Esta segunda-feira, no jogo em Barcelos contra o Gil Vicente, Carlos Vinícius marcou um golo solitário que acabou por valer a vitória do Benfica e o regresso dos encarnados à liderança da Liga. O golo do avançado, que foi o 20.º da conta pessoal esta temporada e o 15.º apenas no Campeonato, acabou por adquirir um destaque singular pela forma como foi marcado: não por dúvidas de legalidade, não por ter sido especialmente espetacular nem sequer por ter sido numa fase já derradeira do jogo. O golo de Carlos Vinícius foi assinalado porque foi marcado de cabeça — e Carlos Vinícius ainda não tinha marcado de cabeça desde que chegou ao Benfica.
Ora, o facto de o avançado brasileiro ainda não ter marcado de cabeça — e de nem sequer procurar propriamente muitas oportunidades para o fazer — começava a preocupar os adeptos do Benfica. Afinal, um avançado tem de saber marcar golos de cabeça. Tem de saber aparecer na área, subir mais alto do que os outros ou aparecer onde mais ninguém está e empurrar a bola com a cabeça para o sítio certo. O primeiro golo de cabeça de Vinícius ao serviço do Benfica surge precisamente na altura em que, no Reino Unido, a forma como se abordam os cabeceamentos no futebol começa a mudar.
Esta semana, as federações de futebol da Escócia, da Irlanda do Norte e de Inglaterra uniram-se para apresentar um plano de restrições aos cabeceamentos no futebol juvenil. “Este guia atualizado de cabeceamentos é uma evolução nas nossas regras atuais e vai ajudar os treinadores e os professores e a reduzir os repetitivos e desnecessários cabeceamentos no futebol juvenil.

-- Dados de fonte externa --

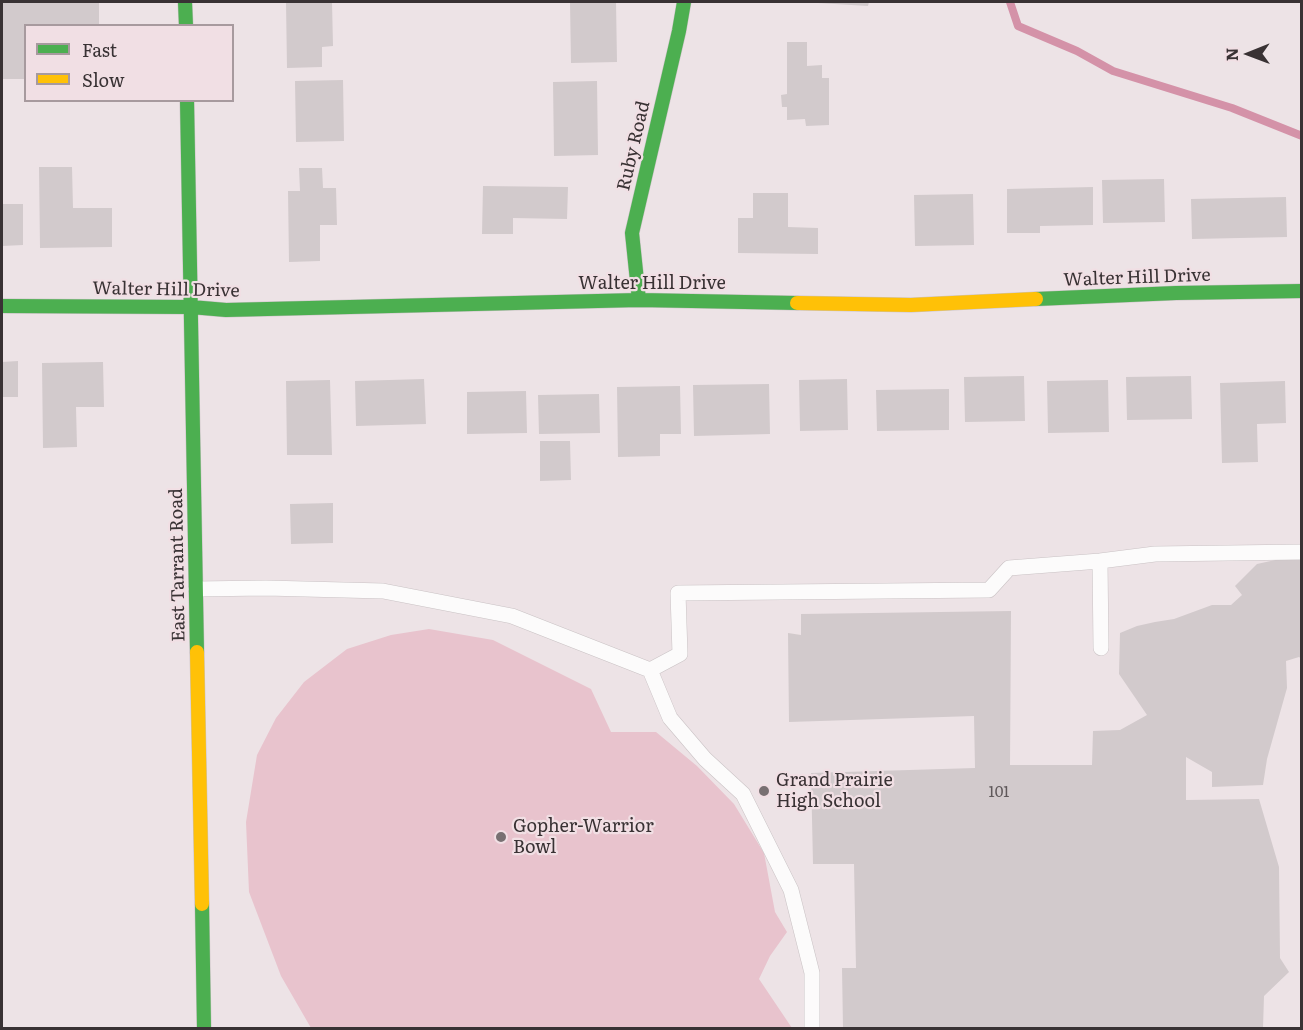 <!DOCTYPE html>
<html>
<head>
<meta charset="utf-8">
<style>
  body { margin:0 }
  #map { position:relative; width:1303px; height:1030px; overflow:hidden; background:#ede3e6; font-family:Literata,serif }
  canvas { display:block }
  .frame { position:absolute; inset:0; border:3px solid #393234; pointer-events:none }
  .legend { position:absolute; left:24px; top:24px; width:210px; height:78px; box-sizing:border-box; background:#f1dfe4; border:2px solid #a79a9e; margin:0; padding:8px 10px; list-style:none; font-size:18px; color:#393234 }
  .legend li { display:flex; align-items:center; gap:12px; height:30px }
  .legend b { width:30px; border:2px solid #a79a9e }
  .north { position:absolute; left:1219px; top:24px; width:60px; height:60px; -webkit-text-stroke:4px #f1dfe4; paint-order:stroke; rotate:269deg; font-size:16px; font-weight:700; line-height:24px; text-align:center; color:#393234 }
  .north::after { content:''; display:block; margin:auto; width:21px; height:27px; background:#393234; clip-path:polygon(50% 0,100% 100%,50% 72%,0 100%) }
</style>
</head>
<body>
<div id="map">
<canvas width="1303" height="1030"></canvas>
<div class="frame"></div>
<ul class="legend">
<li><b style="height:8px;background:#4caf50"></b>Fast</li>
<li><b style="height:8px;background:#ffc107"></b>Slow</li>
</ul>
<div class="north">N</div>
</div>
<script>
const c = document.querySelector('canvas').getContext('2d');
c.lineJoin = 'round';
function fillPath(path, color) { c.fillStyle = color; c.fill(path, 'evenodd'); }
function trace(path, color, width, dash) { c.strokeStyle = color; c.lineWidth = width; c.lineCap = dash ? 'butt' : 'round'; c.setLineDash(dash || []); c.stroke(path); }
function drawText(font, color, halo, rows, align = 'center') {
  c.font = font + ' Literata,serif'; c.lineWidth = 4.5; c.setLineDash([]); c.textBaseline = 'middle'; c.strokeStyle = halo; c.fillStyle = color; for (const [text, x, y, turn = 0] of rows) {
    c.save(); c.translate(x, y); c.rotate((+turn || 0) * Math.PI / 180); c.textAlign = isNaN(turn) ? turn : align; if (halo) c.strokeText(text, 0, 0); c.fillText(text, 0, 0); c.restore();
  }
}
fillPath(new Path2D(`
  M 429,629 L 493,640 L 591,689 L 611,732 L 656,732 L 697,766 L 734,804 L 764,853 L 775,912 L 787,932 L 770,956 L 759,979 L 792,1028 L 311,1028 L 281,976 L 249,892 L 246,822 L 257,755 L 276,718 L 304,682 L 347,649 L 391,635 Z`), '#e8c3cd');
trace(new Path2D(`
  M 1010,2 L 1018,26 L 1077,51 L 1113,71 L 1232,108 L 1302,136`), '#d492a8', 8);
fillPath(new Path2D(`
  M 2,2 L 99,2 L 99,26 L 26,26 L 26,79 L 2,79 Z
  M 286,2 L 332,2 L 333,46 L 322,47 L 322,67 L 287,68 Z
  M 570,2 L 616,2 L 617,62 L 571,63 Z
  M 819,2 L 869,2 L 868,6 L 818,3 Z
  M 787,42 L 807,42 L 807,66 L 822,65 L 822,78 L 829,78 L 829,125 L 806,126 L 805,119 L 787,120 L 787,107 L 782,107 L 781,95 L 787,94 Z
  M 343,80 L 344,141 L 296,142 L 295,81 Z
  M 597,81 L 598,155 L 554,156 L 553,82 Z
  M 39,167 L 72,167 L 73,208 L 112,208 L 112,247 L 40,248 Z
  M 299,168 L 322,168 L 323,188 L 336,188 L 337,225 L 320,225 L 320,261 L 289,262 L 288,191 L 300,191 Z
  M 1164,179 L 1165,222 L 1103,223 L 1102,180 Z
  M 483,186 L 568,187 L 567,219 L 513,218 L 513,234 L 482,234 Z
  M 1093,187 L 1093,225 L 1040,226 L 1040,233 L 1007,233 L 1007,189 Z
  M 753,193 L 788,193 L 788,227 L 818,228 L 818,254 L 738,253 L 738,218 L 753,218 Z
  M 973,194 L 974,245 L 915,246 L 914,195 Z
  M 1286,197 L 1287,237 L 1192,239 L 1191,199 Z
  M 2,204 L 23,204 L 23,245 L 2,246 Z
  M 18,361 L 18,397 L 2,397 L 2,362 Z
  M 103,362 L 104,407 L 76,407 L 77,447 L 43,448 L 42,363 Z
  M 1024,376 L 1025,421 L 965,422 L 964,377 Z
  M 1191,376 L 1192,419 L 1127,420 L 1126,377 Z
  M 424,379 L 426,424 L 356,426 L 355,381 Z
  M 847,379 L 848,430 L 800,431 L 799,380 Z
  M 330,380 L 332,455 L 287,455 L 286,381 Z
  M 1108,380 L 1109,432 L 1048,433 L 1047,381 Z
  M 1285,381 L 1286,423 L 1257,424 L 1258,462 L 1222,463 L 1220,383 Z
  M 769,384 L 770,434 L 694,436 L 693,385 Z
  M 680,386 L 681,434 L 660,434 L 660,456 L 618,457 L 617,387 Z
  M 949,389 L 949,430 L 877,431 L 876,390 Z
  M 526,391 L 527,433 L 467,434 L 467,392 Z
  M 599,394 L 600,433 L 539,434 L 538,395 Z
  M 540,441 L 570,441 L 571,480 L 540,481 Z
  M 333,503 L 333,543 L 291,544 L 290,504 Z
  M 1298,555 L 1302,558 L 1302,659 L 1299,657 L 1286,661 L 1287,688 L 1267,759 L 1263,785 L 1212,787 L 1212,772 L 1186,757 L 1186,800 L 1259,799 L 1279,867 L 1280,958 L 1289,972 L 1264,996 L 1263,1028 L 843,1028 L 842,968 L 856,968 L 854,864 L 813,864 L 811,773 L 975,768 L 974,716 L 789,722 L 788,633 L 801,635 L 801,614 L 1011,611 L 1010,765 L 1092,765 L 1093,731 L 1120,730 L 1147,715 L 1119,674 L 1120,633 L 1137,626 L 1155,622 L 1174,619 L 1212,605 L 1231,605 L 1242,595 L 1235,586 L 1257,564 Z`), '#d2cacc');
const lane = new Path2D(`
  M 1100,561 L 1101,648
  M 196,589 L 266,588 L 383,591 L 512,616 L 650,670 L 670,718 L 705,759 L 743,794 L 791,890 L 812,973 L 812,1028
  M 650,670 L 680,654 L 678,593 L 989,590 L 1009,568 L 1100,561 L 1155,554 L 1302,552`);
const fast = new Path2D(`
  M 185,2 L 186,26
  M 187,100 L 197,652
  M 1036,299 L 1176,293 L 1302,291
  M 639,300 L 632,233 L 679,31 L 684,2
  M 2,306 L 191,307 L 226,310 L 639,300 L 797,303
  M 202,904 L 204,1028`);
const slow = new Path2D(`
  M 797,303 L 911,305 L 1036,299
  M 197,652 L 202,904`);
trace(lane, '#c9c2c4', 16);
trace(fast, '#c9c2c4', 15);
trace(slow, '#c9c2c4', 15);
trace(lane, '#fcfbfb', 15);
trace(fast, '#4caf50', 14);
trace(slow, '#ffc107', 14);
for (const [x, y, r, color] of [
  [764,791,6,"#787072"],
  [501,837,6,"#787072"]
]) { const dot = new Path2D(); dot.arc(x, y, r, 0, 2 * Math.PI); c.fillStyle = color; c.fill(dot); trace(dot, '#f1dfe4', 2); }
drawText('15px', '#5f585a', null, [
  ["101",999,793]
]);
drawText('18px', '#393234', '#f1dfe4', [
  ["Ruby Road",634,146,-77],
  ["Walter Hill Drive",1137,278,-2],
  ["Walter Hill Drive",652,284],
  ["Walter Hill Drive",166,290,1],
  ["East Tarrant Road",178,565,-91]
]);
drawText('18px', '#393234', '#f1dfe4', [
  ["Grand Prairie",776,781],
  ["High School",776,802],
  ["Gopher-Warrior",513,827],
  ["Bowl",513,848]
], 'left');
</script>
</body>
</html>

A nossa investigação mostrou que os cabeceamentos são raros nos jogos das camadas jovens, por isso, este guia é um desenvolvimento responsável da nossa orientação que não tem impacto na alegria que as crianças de todas as idades retiram do futebol”, explicou Mark Bullingham, líder da Football Association, a Federação inglesa de futebol.

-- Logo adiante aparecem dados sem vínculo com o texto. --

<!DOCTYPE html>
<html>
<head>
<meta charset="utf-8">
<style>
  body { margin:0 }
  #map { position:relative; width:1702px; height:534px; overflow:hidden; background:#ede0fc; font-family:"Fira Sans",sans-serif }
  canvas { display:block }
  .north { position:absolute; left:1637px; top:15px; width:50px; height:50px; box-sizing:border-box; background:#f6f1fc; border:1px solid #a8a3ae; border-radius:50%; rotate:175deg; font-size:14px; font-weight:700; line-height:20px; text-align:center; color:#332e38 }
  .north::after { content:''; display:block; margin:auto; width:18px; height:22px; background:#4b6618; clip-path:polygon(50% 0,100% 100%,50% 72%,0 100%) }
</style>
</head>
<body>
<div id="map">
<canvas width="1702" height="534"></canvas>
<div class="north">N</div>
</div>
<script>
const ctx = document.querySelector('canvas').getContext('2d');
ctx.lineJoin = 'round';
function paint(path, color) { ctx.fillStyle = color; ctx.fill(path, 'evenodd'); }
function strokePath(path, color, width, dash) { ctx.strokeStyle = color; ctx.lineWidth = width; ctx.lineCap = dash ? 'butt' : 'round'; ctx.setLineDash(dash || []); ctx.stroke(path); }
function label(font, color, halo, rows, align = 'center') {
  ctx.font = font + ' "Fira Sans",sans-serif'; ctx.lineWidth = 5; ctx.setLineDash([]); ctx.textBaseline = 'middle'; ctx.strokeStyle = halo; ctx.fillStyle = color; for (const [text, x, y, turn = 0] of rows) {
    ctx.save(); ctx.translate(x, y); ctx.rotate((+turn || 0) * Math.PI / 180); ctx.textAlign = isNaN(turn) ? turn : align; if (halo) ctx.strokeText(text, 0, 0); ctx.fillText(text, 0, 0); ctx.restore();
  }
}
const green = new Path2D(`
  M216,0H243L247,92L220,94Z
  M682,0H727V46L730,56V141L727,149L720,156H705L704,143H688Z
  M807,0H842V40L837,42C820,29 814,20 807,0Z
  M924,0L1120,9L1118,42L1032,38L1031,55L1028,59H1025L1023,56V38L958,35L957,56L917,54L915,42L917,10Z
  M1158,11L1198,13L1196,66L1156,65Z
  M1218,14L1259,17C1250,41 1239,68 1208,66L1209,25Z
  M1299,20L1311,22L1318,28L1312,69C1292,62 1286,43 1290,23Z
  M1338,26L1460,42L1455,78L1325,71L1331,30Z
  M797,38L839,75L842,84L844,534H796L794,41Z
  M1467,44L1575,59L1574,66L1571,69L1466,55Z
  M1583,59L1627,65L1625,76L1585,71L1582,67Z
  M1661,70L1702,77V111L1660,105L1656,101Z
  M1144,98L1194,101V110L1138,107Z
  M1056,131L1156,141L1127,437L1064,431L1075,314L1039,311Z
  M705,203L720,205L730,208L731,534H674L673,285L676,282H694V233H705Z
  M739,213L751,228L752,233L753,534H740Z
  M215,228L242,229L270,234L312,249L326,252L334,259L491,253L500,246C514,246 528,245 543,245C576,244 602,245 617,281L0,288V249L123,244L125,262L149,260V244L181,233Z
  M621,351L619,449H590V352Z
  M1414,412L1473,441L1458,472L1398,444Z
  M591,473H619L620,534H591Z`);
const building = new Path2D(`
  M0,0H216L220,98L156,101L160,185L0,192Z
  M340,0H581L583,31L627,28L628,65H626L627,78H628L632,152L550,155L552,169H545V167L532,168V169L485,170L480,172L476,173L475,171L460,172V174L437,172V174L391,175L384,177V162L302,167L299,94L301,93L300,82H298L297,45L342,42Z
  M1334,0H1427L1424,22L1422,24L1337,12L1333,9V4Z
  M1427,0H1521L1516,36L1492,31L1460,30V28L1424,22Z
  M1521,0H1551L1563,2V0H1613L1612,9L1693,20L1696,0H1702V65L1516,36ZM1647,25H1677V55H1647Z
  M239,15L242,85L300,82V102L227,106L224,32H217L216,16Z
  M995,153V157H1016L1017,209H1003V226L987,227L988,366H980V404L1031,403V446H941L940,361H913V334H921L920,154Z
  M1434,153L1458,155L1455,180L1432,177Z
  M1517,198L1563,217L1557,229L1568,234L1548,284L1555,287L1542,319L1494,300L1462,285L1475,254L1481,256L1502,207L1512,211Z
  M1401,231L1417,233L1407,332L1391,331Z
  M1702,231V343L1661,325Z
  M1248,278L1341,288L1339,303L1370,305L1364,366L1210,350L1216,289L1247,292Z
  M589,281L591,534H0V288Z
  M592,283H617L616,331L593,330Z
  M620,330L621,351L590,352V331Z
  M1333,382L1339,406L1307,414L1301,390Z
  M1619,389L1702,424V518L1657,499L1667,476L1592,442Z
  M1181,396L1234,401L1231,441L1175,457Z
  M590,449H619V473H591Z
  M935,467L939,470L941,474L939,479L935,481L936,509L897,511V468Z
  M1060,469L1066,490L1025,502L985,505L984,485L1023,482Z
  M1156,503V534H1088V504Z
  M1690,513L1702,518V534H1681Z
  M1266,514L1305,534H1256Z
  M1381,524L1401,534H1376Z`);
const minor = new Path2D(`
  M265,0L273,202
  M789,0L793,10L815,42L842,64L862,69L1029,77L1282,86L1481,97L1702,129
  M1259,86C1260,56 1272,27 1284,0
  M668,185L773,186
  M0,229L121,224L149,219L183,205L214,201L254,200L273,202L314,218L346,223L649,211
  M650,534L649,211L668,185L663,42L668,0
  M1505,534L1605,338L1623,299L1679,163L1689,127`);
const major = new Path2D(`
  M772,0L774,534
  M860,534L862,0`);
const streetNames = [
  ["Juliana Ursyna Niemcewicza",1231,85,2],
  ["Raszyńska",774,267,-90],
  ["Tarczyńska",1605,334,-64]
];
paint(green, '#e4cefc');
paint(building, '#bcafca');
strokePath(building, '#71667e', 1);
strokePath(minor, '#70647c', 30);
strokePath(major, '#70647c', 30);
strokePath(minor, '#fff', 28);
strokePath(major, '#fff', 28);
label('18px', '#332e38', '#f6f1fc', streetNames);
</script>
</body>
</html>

As linhas orientadoras acordadas pelas três federações britânicas indicam então que, até aos 11 anos, nenhuma criança deve cabecear a bola durante os treinos. A partir dessa idade, de forma gradual, o jogo com a cabeça será introduzido — primeiro com uma sessão por semana, depois duas e daí por diante, até aos 18 anos, em que os cabeceamentos serão normalizados. Em nenhum escalão, porém, serão proibidos os cabeceamentos durante as próprias partidas, já que as três federações consideram que o jogo com a cabeça é raro no futebol das camadas jovens: motivo que, aliás, utilizam também para justificar a restrição nos treinos, alegando que não é necessário treinar cabeceamentos desde idades tão tenras quando estes lances só começam a aparecer de forma mais frequente nos escalões mais elevados.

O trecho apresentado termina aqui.